One of the most impactful of the seven habits is habit number two: begin with the end in mind. Effective people are empowered by their focus and clarity of vision: they know what they want, and they make decisions by working backwards from their end goal to find out what it will take to achieve it. In this post I’d like to apply this to an activity Christians do every week: going to church.
What is church? Our english word ‘church’ comes from the greek word ‘ekklesia,’ which means ‘assembly.’ From the very beginning of Christianity, Jesus’ followers would assemble (i.e. go to church) on Sundays to carry out his instruction at the Last Supper to “do this in memory of me” (Luke 22:19). In our day, I think ‘do’ is a key word. Unfortunately it’s all too common for people to attend church with a passive, consumerist, and individualist mentality. There’s little to no sense that we’re there to ‘do’ anything. As a missionary, I spoke with many people who stopped going to church because they weren’t ‘getting anything out of it.’ While it’s true that we can and should ‘get something’ out of church, that’s not the point.
So what is the point? What exactly are we ‘doing’ in Jesus’ memory? And why did this practice in particular become the distinctive Christian act of worship - so much so that The Catechism of the Catholic Church refers to the Eucharist as the source and summit of Christian life (CCC 1324)? The answer is that we assemble to offer sacrifice - what Catholics call the Mass. When Jesus took bread into his hands, he said “this is my body, which will be given up for you” (Luke 22:19). What else is a sacrifice other than to give up something for something or someone else. Jesus indeed gave up his body by dying on the cross for our sins. But he also called us to do the same. He said “…whoever does not take his cross and follow me is not worthy of me” (Matt 10:38) and “For whoever wishes to save his life will lose it, but whoever loses his life for my sake will find it” (Matthew 16:25).
Why is this sacrifice necessary? St. John realized that to understand this, we needed to go back to the beginning. In his Gospel we read: “In the beginning was the Word, and the Word was with God and the Word was God” (John 1:1). Who or what is the word? John makes it crystal clear that the Word (i.e.
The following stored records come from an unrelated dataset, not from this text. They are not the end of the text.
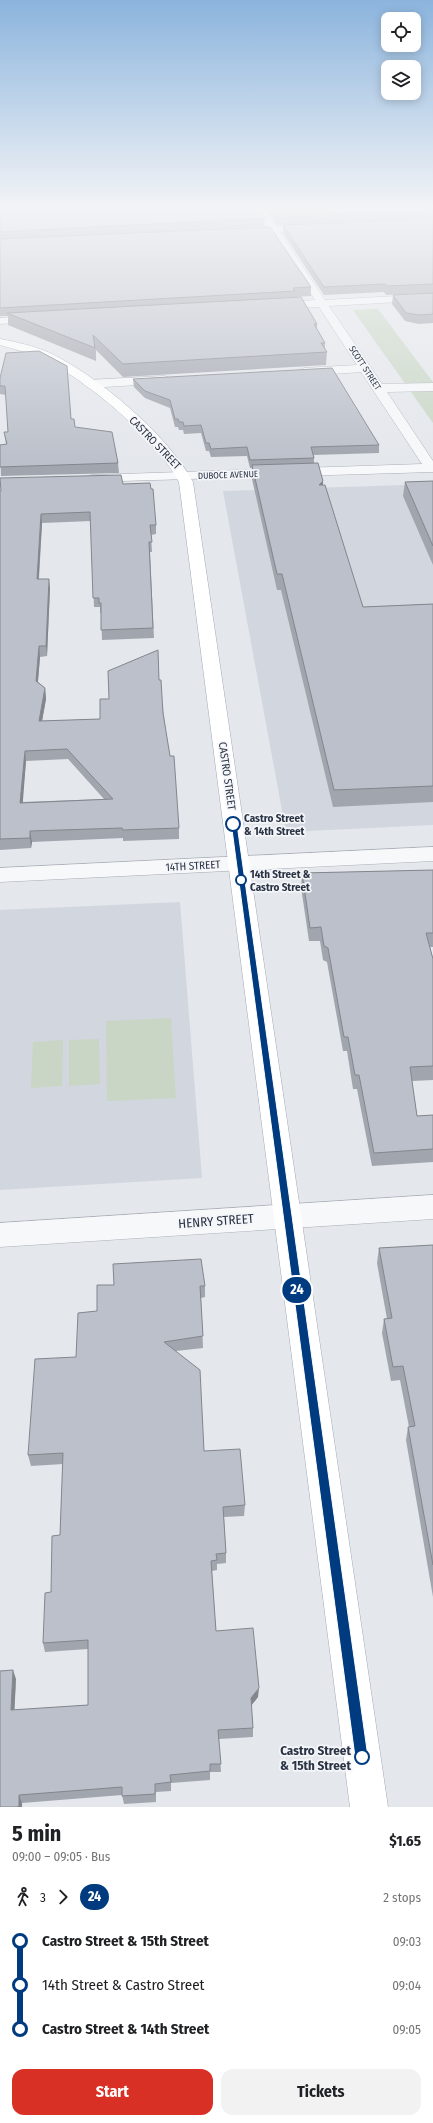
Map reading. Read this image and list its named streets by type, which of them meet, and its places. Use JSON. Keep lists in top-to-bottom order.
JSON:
{
  "streets": {
    "main road": ["CASTRO STREET"],
    "street": [
      "SCOTT STREET",
      "DUBOCE AVENUE",
      "14TH STREET",
      "HENRY STREET"
    ]
  },
  "crossings": [
    ["SCOTT STREET", "DUBOCE AVENUE"],
    ["CASTRO STREET", "DUBOCE AVENUE"],
    ["CASTRO STREET", "14TH STREET"],
    ["CASTRO STREET", "HENRY STREET"]
  ],
  "places": ["Castro Street & 14th Street", "14th Street & Castro Street", "Castro Street & 15th Street"],
  "lines": ["bus line 24"],
  "page": {
    "on_map": "24",
    "heading": ["5 min", "09:00 – 09:05 · Bus", "$1.65"],
    "legs": ["3", "24", "2 stops"],
    "list": [
      {
        "name": "Castro Street & 15th Street",
        "value": "09:03"
      },
      {
        "name": "14th Street & Castro Street",
        "value": "09:04"
      },
      {
        "name": "Castro Street & 14th Street",
        "value": "09:05"
      }
    ],
    "buttons": ["Start", "Tickets"]
  }
}
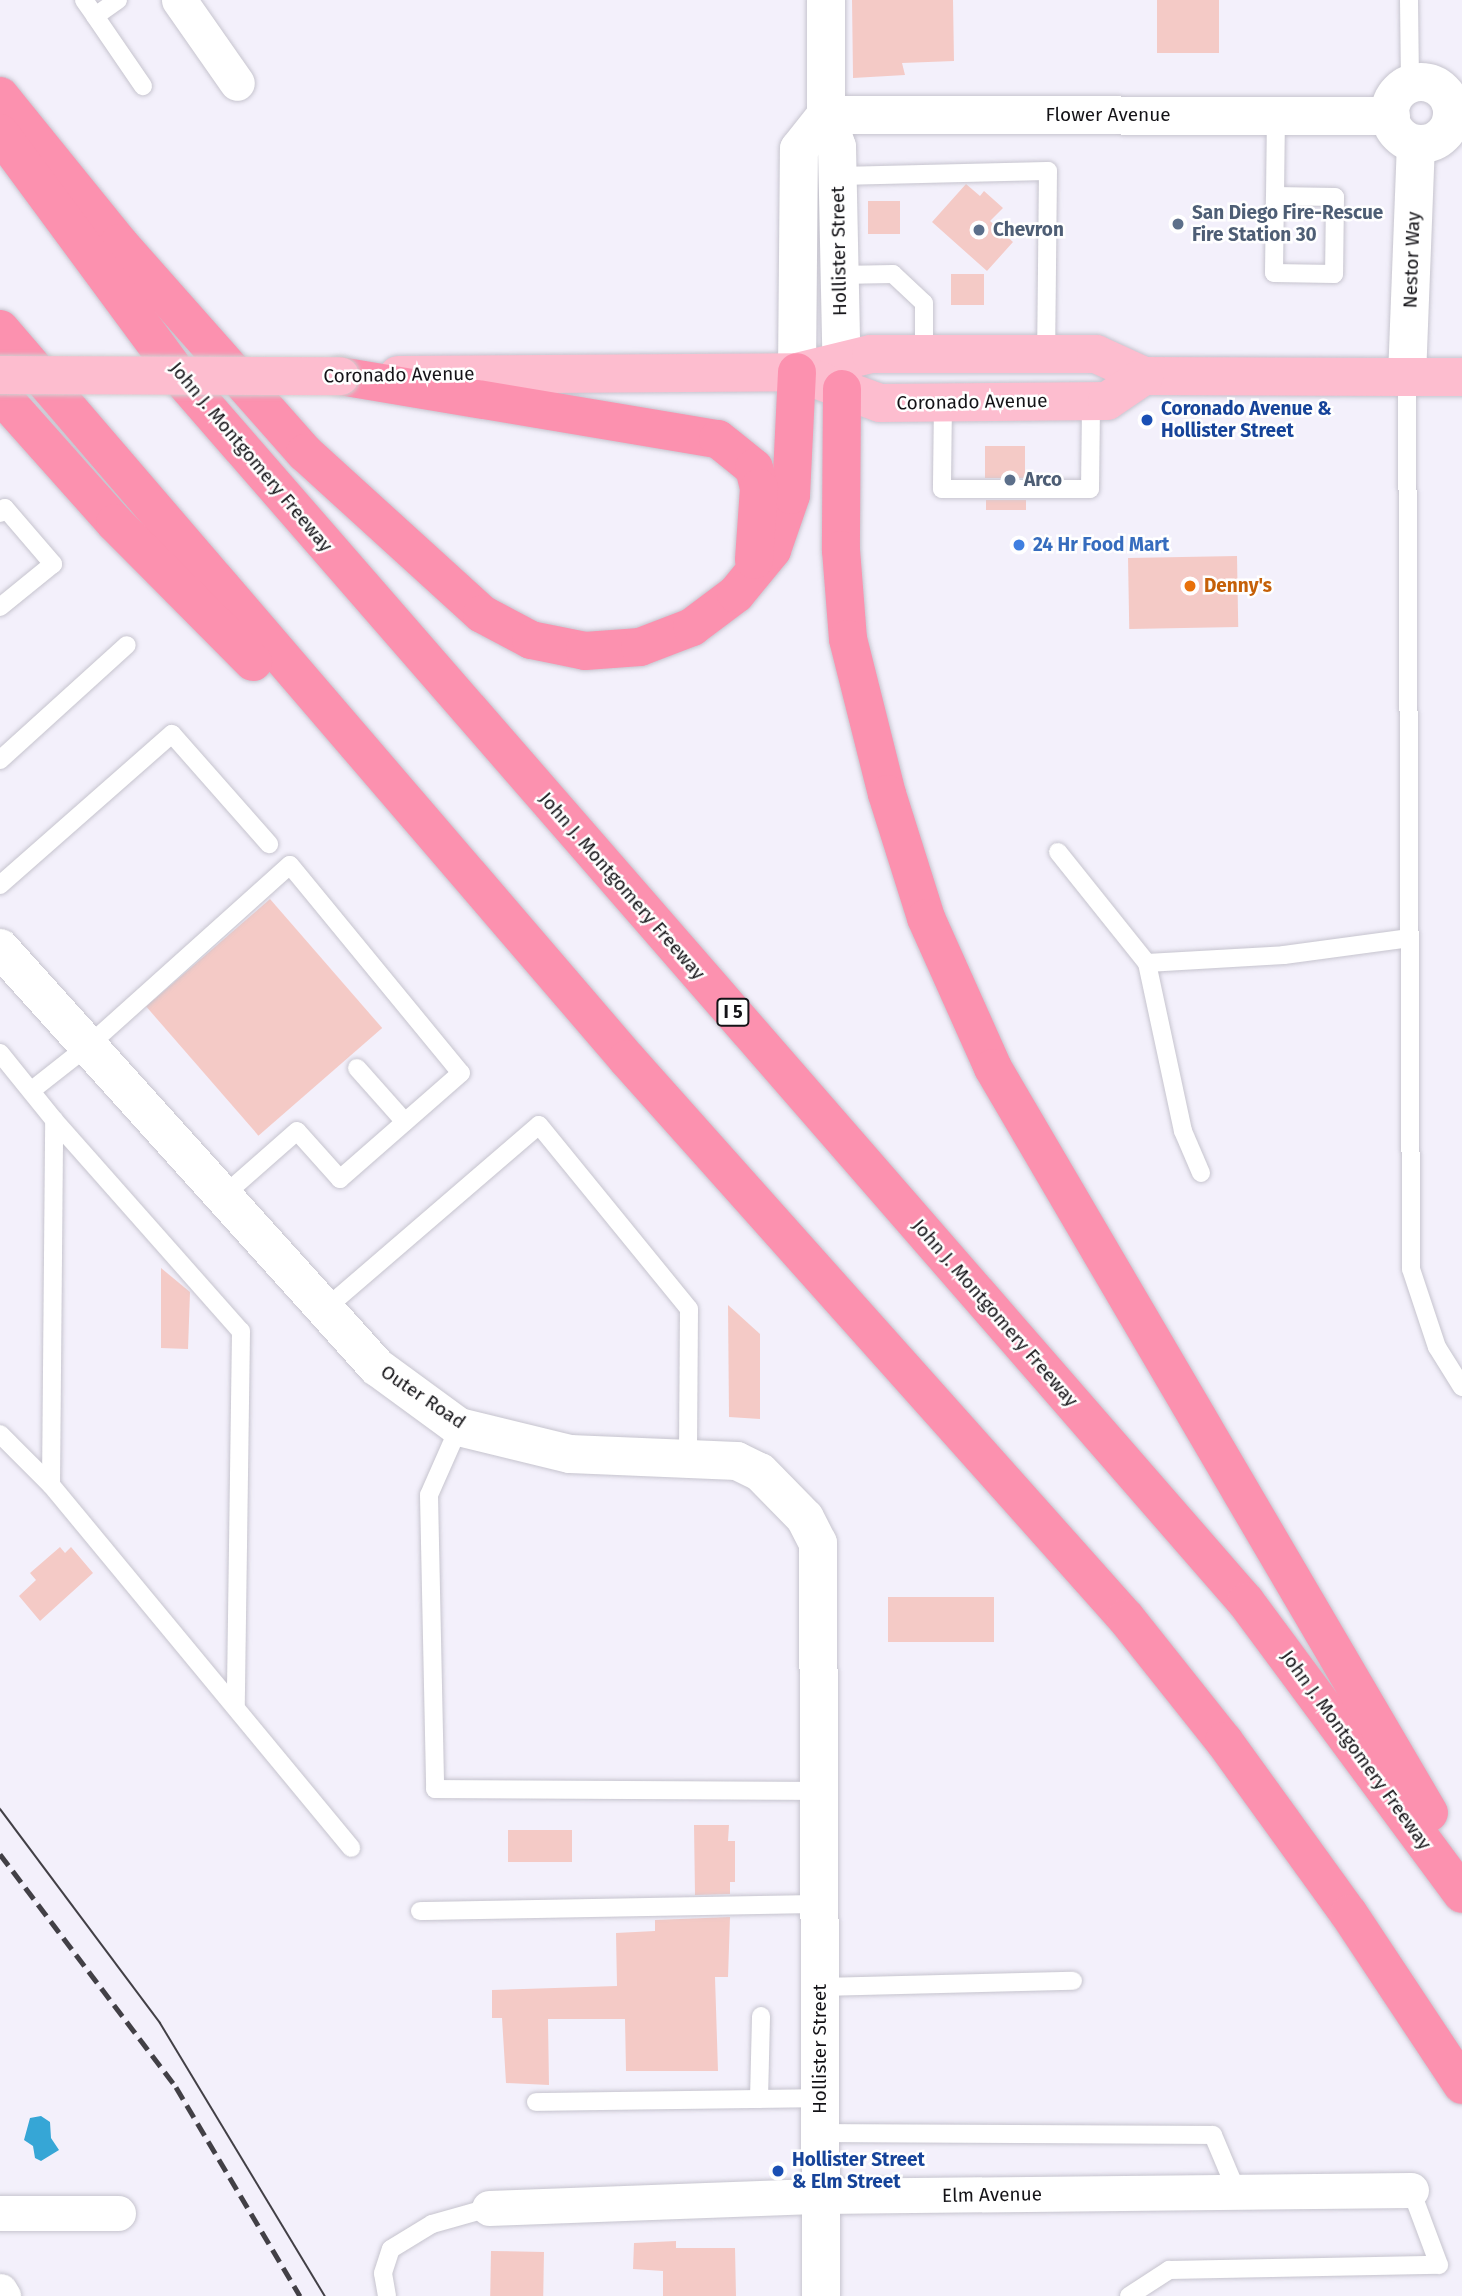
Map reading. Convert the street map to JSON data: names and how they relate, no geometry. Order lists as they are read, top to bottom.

God) is Jesus when he writes: “…and the Word became flesh and made his dwelling among us” (John 1:14).
This passage is a foundational text for the Christian doctrine of the Trinity, which holds that God exists as a communion of love between three persons: the Father, the Son and the Holy Spirit. In this communion, the Father gives his whole self to the Son, and from all eternity the Son gives his whole self to the Father. And from all eternity, this exchange of love between them has been the Holy Spirit. This communion of love is the very picture of fulfillment, ecstatic joy, and unlimited contentment.
As I’ve discussed in a previous post, the fact that this communion is so perfect raises the question of why God would bother creating us at all. Our Christian faith reveals that we literally exist because of his love. You are not an accident. God was not bored; he didn’t create you as a plaything for his amusement. He didn’t need your help with anything; you are not his minion or his slave. He was not lonely, and didn’t need you to tell him how great he is; you are not his emotional support animal.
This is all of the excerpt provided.